* Instructions to follow:
Isolate every line in the records below with "linecap" in it.

* Exercise materials:
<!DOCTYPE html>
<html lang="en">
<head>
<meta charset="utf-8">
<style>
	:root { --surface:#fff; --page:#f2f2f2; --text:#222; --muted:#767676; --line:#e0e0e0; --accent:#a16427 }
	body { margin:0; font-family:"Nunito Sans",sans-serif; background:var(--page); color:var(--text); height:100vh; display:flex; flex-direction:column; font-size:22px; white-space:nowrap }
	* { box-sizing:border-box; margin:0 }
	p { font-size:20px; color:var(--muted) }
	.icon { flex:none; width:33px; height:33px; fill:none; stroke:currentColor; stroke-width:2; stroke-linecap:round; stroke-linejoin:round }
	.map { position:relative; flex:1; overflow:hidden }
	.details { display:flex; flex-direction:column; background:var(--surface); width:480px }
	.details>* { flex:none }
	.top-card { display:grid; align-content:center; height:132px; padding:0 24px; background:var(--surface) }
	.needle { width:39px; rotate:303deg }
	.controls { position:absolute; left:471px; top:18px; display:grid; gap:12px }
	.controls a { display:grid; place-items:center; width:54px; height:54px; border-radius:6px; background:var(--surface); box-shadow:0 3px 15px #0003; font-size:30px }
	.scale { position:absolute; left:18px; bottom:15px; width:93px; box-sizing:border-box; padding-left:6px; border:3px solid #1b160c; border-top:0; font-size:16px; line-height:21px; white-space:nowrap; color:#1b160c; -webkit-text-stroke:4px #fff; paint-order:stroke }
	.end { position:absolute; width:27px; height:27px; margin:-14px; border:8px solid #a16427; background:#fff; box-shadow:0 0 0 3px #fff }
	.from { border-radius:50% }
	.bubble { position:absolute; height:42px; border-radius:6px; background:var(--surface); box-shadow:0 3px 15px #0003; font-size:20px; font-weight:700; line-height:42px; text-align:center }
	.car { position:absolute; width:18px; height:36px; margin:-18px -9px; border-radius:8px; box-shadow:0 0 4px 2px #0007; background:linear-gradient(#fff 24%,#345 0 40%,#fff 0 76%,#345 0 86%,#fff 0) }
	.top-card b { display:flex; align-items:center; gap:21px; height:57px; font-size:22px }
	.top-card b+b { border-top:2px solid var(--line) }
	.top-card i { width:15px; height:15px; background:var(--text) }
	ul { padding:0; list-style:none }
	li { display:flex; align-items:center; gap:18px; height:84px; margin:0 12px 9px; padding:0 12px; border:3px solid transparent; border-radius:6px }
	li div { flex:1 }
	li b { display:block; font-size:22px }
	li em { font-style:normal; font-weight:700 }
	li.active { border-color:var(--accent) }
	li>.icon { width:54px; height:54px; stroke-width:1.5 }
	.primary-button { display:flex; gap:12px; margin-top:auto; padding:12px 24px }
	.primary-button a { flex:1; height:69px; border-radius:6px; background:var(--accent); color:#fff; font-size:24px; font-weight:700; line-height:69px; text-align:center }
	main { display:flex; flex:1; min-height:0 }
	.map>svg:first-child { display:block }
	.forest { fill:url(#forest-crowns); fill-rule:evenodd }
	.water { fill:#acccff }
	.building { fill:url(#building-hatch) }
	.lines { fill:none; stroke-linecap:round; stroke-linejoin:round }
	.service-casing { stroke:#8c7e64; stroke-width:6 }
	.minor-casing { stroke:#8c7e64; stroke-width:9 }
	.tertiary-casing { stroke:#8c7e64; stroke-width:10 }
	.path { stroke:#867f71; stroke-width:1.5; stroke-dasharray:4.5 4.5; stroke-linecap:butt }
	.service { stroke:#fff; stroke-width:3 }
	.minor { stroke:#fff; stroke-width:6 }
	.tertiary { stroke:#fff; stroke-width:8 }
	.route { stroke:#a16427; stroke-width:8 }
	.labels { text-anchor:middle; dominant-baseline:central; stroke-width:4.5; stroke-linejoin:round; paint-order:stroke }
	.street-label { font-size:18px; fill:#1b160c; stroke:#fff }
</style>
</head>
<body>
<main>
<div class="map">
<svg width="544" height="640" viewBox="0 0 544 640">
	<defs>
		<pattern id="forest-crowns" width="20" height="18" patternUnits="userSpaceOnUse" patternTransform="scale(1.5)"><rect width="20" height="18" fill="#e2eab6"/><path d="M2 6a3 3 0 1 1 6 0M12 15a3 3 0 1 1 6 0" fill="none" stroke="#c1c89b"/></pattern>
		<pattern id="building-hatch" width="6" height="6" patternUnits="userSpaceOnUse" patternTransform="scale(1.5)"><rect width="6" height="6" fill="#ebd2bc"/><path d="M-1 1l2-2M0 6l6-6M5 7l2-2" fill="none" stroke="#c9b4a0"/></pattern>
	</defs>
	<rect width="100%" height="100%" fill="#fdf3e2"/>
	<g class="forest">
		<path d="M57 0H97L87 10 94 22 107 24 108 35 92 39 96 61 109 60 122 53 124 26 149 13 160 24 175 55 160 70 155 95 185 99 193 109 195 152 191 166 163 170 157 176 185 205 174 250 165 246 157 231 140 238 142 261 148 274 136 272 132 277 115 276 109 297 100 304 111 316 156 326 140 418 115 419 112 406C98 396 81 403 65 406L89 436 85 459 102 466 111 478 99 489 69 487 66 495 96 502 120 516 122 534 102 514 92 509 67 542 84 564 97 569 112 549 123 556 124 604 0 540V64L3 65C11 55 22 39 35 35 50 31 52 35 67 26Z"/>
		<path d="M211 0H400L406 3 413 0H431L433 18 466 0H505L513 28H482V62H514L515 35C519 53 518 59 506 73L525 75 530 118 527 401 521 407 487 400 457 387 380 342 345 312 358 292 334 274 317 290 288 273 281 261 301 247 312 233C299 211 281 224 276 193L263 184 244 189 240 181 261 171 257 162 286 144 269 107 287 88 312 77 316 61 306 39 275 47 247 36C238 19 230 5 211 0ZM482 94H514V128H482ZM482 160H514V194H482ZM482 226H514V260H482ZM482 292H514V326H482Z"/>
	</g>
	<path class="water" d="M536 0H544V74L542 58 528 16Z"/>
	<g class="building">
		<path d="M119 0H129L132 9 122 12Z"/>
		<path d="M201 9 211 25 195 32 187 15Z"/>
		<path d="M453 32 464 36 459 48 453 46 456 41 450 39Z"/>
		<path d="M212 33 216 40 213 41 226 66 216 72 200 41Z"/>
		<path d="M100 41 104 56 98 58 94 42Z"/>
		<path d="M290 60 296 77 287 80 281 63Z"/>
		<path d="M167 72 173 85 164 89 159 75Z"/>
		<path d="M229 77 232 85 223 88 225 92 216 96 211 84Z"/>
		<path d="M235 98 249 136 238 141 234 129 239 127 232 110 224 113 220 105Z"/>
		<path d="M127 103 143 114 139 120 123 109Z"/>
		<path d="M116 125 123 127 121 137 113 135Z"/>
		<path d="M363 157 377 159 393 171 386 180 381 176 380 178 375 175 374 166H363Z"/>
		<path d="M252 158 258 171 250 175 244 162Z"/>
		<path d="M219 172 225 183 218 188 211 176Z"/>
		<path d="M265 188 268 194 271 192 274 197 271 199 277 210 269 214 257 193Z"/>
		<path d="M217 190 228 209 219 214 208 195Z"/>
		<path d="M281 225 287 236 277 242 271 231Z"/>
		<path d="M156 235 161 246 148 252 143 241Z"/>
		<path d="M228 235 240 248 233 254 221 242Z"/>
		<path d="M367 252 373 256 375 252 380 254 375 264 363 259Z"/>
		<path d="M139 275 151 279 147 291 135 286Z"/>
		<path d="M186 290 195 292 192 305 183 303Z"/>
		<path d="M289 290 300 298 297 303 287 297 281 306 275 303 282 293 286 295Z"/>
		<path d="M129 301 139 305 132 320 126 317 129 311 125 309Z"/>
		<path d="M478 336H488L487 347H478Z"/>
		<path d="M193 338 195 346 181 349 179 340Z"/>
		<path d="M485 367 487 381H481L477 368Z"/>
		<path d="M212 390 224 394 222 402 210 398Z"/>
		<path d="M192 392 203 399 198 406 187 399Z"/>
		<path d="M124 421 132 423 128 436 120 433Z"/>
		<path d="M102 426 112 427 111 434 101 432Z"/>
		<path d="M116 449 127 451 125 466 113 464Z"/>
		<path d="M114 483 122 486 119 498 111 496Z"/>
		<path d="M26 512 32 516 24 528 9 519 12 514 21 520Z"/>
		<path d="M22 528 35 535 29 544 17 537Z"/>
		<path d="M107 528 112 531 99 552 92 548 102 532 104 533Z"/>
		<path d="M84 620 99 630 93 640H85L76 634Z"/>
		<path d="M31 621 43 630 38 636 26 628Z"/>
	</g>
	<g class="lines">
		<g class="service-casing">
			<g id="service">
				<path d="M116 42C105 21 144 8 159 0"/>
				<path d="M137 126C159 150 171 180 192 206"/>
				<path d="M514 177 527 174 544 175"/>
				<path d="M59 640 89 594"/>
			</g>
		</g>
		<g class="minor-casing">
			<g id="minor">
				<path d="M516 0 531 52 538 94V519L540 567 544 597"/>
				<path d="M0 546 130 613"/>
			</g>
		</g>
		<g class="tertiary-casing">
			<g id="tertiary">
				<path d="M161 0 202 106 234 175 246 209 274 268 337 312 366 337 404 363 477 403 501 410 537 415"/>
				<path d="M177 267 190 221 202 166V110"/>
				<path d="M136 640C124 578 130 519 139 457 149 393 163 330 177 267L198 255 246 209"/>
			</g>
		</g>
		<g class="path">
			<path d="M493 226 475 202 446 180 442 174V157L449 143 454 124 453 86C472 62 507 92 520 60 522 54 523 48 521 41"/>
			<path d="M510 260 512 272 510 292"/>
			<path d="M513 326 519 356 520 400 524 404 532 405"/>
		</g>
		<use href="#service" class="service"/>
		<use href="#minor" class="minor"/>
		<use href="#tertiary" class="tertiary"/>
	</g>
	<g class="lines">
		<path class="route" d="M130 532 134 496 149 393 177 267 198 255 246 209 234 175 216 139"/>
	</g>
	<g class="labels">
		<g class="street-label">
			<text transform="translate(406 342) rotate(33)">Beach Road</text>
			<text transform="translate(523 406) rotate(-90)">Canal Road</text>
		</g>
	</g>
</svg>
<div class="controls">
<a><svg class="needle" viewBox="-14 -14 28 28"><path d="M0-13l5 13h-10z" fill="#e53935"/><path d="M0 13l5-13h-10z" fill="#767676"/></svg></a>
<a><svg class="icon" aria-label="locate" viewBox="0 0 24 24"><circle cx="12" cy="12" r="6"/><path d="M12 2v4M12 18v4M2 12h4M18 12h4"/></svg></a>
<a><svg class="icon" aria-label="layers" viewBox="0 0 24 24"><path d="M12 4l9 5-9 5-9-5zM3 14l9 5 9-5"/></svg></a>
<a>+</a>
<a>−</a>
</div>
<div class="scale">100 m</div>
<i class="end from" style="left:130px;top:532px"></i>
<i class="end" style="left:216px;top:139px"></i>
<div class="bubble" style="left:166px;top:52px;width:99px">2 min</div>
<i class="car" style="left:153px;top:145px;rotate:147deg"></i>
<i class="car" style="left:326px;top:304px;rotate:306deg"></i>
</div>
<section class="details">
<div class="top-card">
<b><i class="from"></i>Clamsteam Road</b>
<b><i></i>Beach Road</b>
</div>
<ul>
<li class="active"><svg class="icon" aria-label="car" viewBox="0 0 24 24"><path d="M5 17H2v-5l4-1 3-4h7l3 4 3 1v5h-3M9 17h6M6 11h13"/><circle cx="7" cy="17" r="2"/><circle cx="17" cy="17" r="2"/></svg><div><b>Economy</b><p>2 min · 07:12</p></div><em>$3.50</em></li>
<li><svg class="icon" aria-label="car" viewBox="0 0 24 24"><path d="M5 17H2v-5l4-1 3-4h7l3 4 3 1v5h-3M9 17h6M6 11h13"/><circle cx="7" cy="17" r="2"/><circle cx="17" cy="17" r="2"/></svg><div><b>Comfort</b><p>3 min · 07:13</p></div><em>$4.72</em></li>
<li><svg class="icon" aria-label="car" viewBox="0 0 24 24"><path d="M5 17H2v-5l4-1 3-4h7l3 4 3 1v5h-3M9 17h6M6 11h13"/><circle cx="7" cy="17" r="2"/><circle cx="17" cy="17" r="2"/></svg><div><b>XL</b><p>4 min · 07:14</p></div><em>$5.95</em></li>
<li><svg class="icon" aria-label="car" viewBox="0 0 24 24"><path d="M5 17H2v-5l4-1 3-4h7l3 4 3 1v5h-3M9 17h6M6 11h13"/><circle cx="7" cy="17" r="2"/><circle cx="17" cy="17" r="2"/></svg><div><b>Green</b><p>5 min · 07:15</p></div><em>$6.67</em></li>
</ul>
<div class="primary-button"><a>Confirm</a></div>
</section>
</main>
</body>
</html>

* Solved exercise:
	.icon { flex:none; width:33px; height:33px; fill:none; stroke:currentColor; stroke-width:2; stroke-linecap:round; stroke-linejoin:round }
	.lines { fill:none; stroke-linecap:round; stroke-linejoin:round }
	.path { stroke:#867f71; stroke-width:1.5; stroke-dasharray:4.5 4.5; stroke-linecap:butt }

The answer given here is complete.